Task goal:
Every record below should be copied exactly, with the pictures left out.

Data shown: Begin

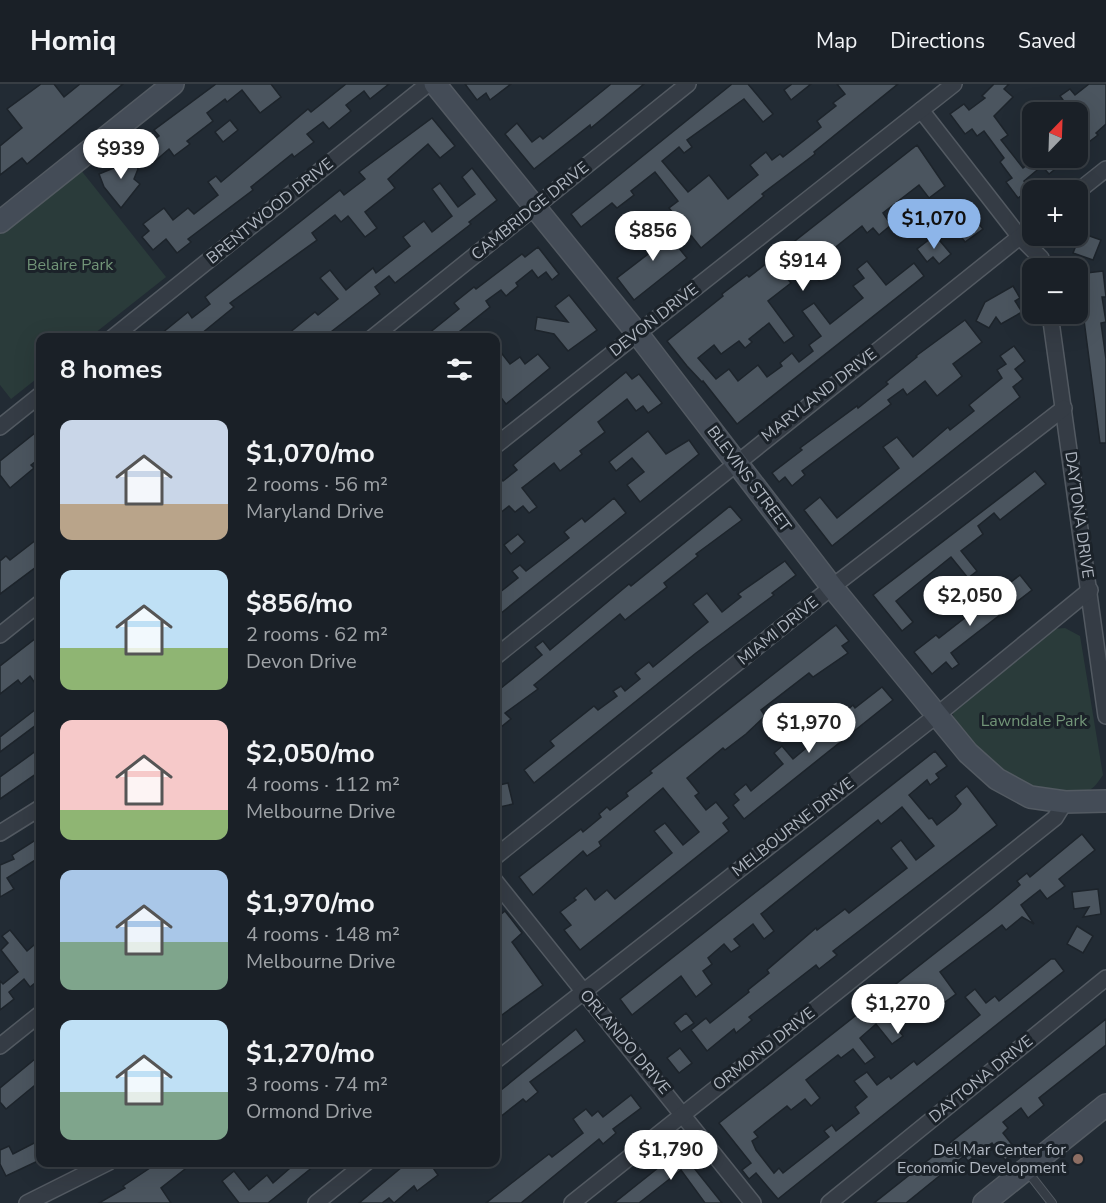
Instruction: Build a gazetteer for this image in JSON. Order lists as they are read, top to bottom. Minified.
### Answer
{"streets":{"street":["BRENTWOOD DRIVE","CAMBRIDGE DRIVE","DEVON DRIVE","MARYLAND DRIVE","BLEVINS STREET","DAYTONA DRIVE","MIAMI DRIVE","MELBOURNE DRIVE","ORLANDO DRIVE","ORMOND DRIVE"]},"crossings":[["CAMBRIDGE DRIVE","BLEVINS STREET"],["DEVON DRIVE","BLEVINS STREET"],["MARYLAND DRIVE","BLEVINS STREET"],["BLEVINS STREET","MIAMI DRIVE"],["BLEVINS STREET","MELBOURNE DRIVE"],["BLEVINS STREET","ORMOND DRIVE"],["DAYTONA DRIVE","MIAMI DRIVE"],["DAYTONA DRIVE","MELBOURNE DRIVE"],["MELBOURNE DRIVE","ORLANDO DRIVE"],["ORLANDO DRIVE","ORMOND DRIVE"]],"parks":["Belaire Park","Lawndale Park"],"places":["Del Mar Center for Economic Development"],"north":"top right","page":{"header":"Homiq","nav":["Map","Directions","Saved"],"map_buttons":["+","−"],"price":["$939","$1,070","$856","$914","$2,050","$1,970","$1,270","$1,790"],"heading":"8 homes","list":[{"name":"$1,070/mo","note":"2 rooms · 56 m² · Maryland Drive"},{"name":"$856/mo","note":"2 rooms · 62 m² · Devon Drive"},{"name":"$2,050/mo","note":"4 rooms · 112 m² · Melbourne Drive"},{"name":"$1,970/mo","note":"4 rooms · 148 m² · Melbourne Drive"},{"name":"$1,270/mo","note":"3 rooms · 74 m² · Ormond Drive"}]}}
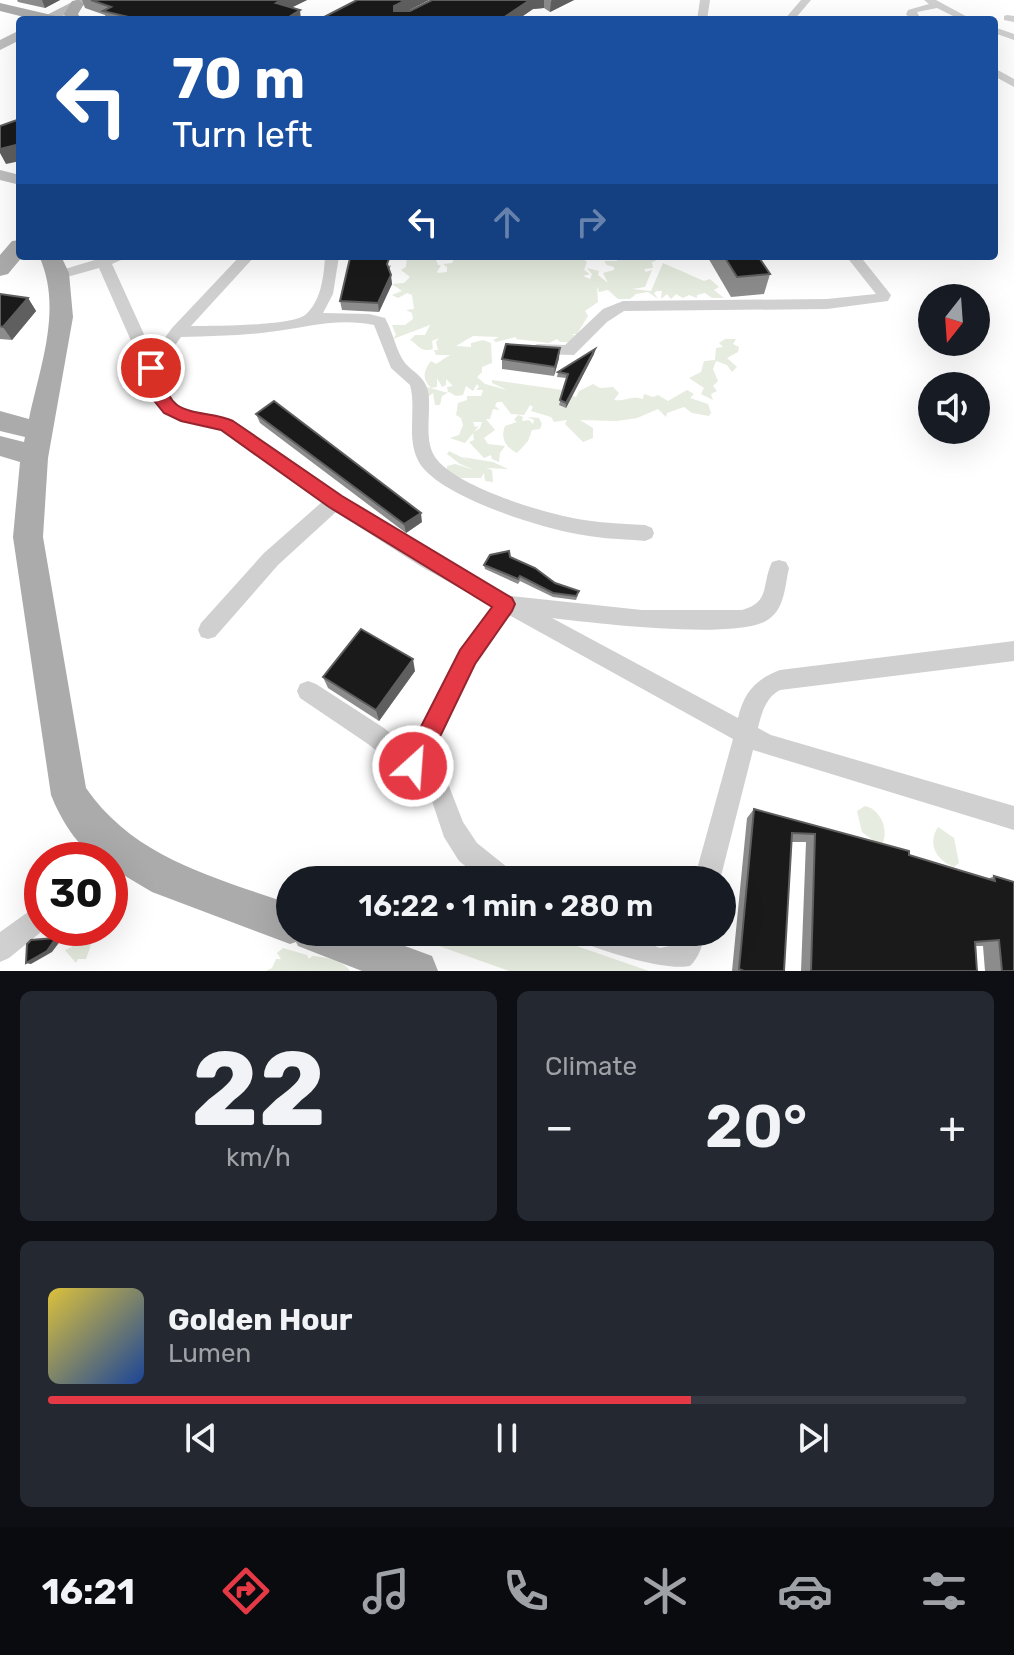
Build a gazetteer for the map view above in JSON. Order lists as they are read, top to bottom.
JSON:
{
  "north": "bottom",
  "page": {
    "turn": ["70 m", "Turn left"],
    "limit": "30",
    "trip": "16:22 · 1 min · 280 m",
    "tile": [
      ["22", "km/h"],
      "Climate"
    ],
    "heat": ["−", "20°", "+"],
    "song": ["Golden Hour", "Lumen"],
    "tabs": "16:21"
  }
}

Data shown: End

Expected answer:
Instruction: Build a gazetteer for this image in JSON. Order lists as they are read, top to bottom. Minified.
### Answer
{"streets":{"street":["BRENTWOOD DRIVE","CAMBRIDGE DRIVE","DEVON DRIVE","MARYLAND DRIVE","BLEVINS STREET","DAYTONA DRIVE","MIAMI DRIVE","MELBOURNE DRIVE","ORLANDO DRIVE","ORMOND DRIVE"]},"crossings":[["CAMBRIDGE DRIVE","BLEVINS STREET"],["DEVON DRIVE","BLEVINS STREET"],["MARYLAND DRIVE","BLEVINS STREET"],["BLEVINS STREET","MIAMI DRIVE"],["BLEVINS STREET","MELBOURNE DRIVE"],["BLEVINS STREET","ORMOND DRIVE"],["DAYTONA DRIVE","MIAMI DRIVE"],["DAYTONA DRIVE","MELBOURNE DRIVE"],["MELBOURNE DRIVE","ORLANDO DRIVE"],["ORLANDO DRIVE","ORMOND DRIVE"]],"parks":["Belaire Park","Lawndale Park"],"places":["Del Mar Center for Economic Development"],"north":"top right","page":{"header":"Homiq","nav":["Map","Directions","Saved"],"map_buttons":["+","−"],"price":["$939","$1,070","$856","$914","$2,050","$1,970","$1,270","$1,790"],"heading":"8 homes","list":[{"name":"$1,070/mo","note":"2 rooms · 56 m² · Maryland Drive"},{"name":"$856/mo","note":"2 rooms · 62 m² · Devon Drive"},{"name":"$2,050/mo","note":"4 rooms · 112 m² · Melbourne Drive"},{"name":"$1,970/mo","note":"4 rooms · 148 m² · Melbourne Drive"},{"name":"$1,270/mo","note":"3 rooms · 74 m² · Ormond Drive"}]}}
Build a gazetteer for the map view above in JSON. Order lists as they are read, top to bottom.
JSON:
{
  "north": "bottom",
  "page": {
    "turn": ["70 m", "Turn left"],
    "limit": "30",
    "trip": "16:22 · 1 min · 280 m",
    "tile": [
      ["22", "km/h"],
      "Climate"
    ],
    "heat": ["−", "20°", "+"],
    "song": ["Golden Hour", "Lumen"],
    "tabs": "16:21"
  }
}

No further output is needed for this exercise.